[Start of Attachment]
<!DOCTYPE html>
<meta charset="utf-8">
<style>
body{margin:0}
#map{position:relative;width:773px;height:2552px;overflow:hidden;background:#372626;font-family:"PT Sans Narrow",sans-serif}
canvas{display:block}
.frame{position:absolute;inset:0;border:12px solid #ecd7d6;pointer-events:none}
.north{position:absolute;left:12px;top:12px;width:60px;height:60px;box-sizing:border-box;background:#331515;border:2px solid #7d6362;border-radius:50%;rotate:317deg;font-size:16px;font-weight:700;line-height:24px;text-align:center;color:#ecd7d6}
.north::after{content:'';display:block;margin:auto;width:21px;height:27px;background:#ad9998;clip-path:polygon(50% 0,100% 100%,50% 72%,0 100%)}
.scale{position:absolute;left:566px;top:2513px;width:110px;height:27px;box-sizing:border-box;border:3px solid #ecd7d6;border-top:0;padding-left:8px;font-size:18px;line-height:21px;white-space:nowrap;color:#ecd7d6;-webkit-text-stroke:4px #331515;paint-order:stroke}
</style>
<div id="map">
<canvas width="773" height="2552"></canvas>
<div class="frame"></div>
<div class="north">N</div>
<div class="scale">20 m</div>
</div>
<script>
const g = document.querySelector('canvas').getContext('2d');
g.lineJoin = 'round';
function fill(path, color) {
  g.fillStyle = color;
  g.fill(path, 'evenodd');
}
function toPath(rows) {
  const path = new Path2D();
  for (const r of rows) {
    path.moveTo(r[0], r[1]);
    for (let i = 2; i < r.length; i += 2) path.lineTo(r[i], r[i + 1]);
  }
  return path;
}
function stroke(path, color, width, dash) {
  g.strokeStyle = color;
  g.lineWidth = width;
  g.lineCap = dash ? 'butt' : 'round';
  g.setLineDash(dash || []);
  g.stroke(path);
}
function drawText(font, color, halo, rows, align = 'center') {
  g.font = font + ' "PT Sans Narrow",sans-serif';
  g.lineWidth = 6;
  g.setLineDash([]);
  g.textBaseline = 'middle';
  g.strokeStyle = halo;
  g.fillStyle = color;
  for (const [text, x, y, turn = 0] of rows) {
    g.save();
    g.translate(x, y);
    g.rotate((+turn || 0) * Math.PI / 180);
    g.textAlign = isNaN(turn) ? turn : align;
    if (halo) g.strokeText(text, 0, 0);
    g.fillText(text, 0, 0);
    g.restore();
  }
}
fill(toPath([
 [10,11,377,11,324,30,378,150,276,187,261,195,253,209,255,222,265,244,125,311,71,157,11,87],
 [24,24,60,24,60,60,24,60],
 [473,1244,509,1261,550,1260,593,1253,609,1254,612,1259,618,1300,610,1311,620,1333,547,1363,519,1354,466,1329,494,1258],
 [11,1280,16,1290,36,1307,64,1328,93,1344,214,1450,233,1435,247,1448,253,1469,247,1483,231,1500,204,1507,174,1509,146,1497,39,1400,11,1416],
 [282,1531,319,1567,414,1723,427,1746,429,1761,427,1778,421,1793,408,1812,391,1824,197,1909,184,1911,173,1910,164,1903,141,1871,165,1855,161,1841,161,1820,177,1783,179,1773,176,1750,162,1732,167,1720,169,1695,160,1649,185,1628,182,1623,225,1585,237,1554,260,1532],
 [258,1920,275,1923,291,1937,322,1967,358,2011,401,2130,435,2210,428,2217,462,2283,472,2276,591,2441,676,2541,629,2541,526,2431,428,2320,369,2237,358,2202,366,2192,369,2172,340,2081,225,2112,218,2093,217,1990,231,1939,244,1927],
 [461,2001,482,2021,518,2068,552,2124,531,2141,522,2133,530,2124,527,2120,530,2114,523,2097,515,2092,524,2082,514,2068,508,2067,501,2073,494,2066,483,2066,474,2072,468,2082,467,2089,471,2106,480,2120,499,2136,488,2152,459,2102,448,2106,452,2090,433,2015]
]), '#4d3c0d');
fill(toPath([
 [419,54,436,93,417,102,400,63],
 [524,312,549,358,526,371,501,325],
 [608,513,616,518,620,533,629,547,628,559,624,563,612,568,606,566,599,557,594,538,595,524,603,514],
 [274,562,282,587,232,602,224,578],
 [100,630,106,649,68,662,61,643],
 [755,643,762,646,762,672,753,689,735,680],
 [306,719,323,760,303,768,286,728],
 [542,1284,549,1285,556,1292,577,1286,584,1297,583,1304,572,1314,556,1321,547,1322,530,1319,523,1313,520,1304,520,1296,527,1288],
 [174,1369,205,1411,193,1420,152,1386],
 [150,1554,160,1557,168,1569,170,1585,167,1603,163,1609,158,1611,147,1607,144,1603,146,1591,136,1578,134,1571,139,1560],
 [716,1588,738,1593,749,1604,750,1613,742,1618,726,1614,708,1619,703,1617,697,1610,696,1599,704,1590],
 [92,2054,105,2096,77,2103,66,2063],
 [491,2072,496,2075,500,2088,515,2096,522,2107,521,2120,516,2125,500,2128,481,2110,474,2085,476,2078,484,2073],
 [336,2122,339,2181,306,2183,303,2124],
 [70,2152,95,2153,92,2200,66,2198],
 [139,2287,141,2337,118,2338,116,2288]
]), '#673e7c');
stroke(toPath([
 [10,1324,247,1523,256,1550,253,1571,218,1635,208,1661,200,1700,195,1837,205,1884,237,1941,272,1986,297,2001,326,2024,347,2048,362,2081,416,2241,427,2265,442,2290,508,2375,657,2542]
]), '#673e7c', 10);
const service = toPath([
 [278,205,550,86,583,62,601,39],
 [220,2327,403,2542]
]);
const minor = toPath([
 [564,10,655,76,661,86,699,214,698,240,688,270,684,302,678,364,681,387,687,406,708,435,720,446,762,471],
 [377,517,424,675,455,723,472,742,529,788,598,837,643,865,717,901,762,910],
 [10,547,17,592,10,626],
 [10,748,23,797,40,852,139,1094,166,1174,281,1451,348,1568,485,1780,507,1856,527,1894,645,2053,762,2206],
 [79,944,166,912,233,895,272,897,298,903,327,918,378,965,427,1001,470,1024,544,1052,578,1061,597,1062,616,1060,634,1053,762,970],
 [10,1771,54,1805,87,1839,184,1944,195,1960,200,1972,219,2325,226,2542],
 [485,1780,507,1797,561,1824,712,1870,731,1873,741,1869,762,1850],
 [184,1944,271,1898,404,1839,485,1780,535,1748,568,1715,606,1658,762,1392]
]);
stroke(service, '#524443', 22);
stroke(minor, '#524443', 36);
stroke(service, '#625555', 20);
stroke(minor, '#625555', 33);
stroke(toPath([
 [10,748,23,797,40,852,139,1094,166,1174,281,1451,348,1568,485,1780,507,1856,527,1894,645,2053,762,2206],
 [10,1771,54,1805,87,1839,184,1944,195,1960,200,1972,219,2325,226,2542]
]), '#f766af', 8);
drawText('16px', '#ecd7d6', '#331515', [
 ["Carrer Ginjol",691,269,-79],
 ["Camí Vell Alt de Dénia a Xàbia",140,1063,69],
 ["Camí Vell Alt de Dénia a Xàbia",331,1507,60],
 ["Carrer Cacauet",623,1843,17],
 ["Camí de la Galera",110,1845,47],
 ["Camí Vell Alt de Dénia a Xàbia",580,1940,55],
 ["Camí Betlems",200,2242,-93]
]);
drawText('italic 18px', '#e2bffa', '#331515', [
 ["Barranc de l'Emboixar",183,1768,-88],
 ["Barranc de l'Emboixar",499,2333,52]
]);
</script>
[End of Attachment]
Where a line in the listing above includes the string "class", copy that line.

§ Reply to the task
<div class="frame"></div>
<div class="north">N</div>
<div class="scale">20 m</div>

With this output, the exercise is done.